- **YOUR ASSIGNMENT**: In the entries that follow, how many lines contain "rows"? Please reply with only the number.

SUPPLIED ENTRIES START

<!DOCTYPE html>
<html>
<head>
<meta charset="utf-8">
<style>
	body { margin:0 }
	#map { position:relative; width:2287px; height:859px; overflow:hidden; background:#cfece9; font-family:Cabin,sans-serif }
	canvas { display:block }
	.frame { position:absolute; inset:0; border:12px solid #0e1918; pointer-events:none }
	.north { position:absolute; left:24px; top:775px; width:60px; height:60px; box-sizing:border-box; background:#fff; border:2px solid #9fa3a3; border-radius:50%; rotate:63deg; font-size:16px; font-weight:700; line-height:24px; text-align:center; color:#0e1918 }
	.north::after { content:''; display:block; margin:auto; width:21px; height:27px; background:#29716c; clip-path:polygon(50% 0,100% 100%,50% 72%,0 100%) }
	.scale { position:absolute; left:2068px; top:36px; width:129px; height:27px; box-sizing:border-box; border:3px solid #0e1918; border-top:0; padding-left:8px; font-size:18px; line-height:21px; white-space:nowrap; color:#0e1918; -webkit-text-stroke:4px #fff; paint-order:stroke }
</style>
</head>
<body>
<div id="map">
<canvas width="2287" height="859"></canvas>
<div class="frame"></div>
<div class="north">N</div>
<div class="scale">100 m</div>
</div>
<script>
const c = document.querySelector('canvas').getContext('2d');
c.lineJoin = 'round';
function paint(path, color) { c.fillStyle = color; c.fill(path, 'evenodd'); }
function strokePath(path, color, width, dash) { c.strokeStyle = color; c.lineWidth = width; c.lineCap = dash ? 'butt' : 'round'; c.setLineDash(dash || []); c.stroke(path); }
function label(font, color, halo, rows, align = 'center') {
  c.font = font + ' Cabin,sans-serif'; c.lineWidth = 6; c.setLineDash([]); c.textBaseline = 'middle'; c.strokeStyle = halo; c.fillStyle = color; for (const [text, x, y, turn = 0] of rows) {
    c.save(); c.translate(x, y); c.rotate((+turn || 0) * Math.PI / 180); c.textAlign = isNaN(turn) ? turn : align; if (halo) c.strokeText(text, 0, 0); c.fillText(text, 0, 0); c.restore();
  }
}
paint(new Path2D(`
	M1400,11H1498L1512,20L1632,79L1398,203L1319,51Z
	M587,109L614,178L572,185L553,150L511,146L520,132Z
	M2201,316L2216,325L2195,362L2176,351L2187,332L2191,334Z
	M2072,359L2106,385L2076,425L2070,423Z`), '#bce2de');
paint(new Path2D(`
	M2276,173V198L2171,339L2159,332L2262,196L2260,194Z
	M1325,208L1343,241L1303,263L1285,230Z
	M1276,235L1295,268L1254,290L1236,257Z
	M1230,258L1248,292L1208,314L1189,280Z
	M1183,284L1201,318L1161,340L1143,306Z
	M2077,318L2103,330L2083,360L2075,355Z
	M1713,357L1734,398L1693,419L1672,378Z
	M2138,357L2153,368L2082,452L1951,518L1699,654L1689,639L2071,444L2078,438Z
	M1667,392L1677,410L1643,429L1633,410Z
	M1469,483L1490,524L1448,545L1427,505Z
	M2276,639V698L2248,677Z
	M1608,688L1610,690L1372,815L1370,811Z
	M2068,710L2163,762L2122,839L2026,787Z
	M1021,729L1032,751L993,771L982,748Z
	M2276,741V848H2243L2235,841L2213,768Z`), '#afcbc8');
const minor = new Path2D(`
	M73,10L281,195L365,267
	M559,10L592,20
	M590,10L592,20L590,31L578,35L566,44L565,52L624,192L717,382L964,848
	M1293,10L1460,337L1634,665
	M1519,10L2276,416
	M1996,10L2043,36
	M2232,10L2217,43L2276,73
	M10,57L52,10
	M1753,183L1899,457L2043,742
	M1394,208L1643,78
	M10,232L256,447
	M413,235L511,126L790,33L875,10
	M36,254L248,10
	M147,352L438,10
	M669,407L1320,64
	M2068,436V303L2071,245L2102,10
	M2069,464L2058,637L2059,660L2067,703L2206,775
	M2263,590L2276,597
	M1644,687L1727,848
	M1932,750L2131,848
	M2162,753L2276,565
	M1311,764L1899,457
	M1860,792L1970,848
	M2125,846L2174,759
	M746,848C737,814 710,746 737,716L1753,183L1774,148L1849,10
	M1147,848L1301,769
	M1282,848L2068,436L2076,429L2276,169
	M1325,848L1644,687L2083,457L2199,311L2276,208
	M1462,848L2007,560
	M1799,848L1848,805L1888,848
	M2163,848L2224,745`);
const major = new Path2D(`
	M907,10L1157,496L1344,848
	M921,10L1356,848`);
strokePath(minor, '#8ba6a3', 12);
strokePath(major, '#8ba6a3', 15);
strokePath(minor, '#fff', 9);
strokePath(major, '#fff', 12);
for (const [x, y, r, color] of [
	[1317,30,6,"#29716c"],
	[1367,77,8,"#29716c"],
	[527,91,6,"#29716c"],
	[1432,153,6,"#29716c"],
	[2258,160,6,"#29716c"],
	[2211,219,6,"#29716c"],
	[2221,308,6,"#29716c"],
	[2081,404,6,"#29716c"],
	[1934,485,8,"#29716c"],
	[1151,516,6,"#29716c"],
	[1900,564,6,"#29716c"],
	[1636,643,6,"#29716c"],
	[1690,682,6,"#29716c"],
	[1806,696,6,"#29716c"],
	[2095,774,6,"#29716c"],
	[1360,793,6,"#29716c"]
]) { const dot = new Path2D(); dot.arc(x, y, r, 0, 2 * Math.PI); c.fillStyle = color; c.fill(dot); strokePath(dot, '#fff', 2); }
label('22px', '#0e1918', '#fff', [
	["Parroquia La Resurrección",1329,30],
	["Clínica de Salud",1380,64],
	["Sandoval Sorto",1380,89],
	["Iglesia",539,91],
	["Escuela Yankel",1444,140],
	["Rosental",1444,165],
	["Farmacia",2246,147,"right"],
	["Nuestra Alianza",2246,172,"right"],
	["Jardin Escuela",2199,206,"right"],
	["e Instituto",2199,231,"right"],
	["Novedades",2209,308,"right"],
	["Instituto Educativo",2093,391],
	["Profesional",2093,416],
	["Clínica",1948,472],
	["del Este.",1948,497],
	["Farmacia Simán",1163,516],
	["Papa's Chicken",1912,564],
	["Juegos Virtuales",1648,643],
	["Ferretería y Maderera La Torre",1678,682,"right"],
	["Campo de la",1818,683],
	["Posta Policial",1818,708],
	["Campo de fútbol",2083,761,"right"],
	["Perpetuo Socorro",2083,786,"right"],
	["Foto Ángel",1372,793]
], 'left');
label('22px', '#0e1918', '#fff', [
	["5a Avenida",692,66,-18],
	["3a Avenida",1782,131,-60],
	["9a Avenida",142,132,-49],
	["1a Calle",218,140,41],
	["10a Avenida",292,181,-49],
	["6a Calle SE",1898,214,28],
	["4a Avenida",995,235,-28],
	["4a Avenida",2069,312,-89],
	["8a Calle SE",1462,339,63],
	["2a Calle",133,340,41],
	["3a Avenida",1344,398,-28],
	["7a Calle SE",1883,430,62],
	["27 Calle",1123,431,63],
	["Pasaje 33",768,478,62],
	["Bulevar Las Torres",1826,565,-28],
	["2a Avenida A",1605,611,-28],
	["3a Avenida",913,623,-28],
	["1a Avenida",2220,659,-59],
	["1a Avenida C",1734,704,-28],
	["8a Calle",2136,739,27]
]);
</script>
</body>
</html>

SUPPLIED ENTRIES END

- **SOLVED EXERCISE**: 2